When something as exciting as this spring weather happens there is always the question: try to photograph it or just revel in it? There is no doubt that one detracts from the other. Either you see through a camera or with all your senses, and mind, and soul.
I’ve been taking pictures with my miraculous new camera, a tiny Cybershot that adjusts itself to any range – even a close-up at two inches – without pressing buttons. (It doesn’t really understand light, but you learn not to give it tricky problems). I’ll be glad to have the photos, automatically dated, as reminders of what was out with what – which is almost everything with everything.

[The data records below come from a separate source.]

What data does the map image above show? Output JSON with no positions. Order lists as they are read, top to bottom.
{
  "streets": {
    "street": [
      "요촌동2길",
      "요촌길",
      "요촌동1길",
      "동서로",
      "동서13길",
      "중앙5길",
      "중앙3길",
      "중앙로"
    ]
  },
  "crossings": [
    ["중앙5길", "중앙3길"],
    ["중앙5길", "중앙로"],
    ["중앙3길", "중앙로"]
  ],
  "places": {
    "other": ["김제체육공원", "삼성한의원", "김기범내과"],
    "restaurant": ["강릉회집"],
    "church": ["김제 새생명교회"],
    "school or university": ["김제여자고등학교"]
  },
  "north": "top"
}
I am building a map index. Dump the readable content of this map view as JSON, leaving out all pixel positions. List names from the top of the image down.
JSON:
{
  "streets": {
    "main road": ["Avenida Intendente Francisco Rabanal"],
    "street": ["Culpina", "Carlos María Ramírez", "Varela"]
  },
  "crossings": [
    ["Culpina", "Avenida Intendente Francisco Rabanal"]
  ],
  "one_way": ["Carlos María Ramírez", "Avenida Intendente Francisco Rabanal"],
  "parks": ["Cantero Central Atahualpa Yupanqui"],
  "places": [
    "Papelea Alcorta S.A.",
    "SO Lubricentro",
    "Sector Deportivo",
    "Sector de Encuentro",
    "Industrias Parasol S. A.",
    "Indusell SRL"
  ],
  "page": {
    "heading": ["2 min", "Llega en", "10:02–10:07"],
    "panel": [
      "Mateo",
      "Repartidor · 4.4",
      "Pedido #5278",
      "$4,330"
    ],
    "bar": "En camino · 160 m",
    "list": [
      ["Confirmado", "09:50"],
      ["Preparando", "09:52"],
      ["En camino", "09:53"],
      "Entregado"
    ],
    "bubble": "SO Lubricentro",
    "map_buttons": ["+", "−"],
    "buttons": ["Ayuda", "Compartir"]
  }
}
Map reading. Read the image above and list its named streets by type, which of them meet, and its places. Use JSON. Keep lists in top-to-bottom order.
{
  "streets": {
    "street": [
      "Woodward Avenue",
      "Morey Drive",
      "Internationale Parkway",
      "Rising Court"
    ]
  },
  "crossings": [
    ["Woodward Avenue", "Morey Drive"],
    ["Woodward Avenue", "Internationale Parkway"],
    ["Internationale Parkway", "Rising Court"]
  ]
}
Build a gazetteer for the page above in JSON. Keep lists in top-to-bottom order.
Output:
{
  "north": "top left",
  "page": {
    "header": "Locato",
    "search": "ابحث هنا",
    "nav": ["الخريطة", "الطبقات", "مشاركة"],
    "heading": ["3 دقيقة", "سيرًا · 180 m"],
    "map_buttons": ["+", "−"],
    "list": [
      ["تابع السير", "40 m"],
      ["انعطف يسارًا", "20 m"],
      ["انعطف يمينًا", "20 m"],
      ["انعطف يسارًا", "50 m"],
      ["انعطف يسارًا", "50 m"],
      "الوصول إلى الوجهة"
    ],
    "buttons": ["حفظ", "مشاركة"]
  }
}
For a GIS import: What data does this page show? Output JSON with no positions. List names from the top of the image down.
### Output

Magnolias have overtaken peaches, mid-season Japanese cherries are flowering with the autumn one. Tulips are sharp-elbowing the ‘February’ daffodils.
I only really see the garden, though, when I put my camera in my pocket and stop to contemplate. Scents tie up with flowers when you open all your senses. The chorus of birds reveals its soloists. You see the spent flowers, and the fallen petals, and the buds waiting to open, and the furry bracts shoved aside by the swelling fleshy cup of a magnolia.
The amelanchiers are passing that peak of open starry flowers jumbled in pinky-brown new leaves that only started two days ago. The pear trees are as white as the double-flowered cherries: what a crop we’re going to have this autumn. By my window scarlet ‘Japonica’ and wall flowers and orange tulips are burning away. Spurges are their thrilling yellow-green. Primroses and cowslips are all at it.
Yellow daffodils are the only flowers that refuse to fit in. Next year will I have the willpower to suppress them? With all this white and pink and a hundred shades of green the bulbs that really add are blue ones. Little grape hyacinths are nearly over, but camassias…… that’s what I’ll plant more of.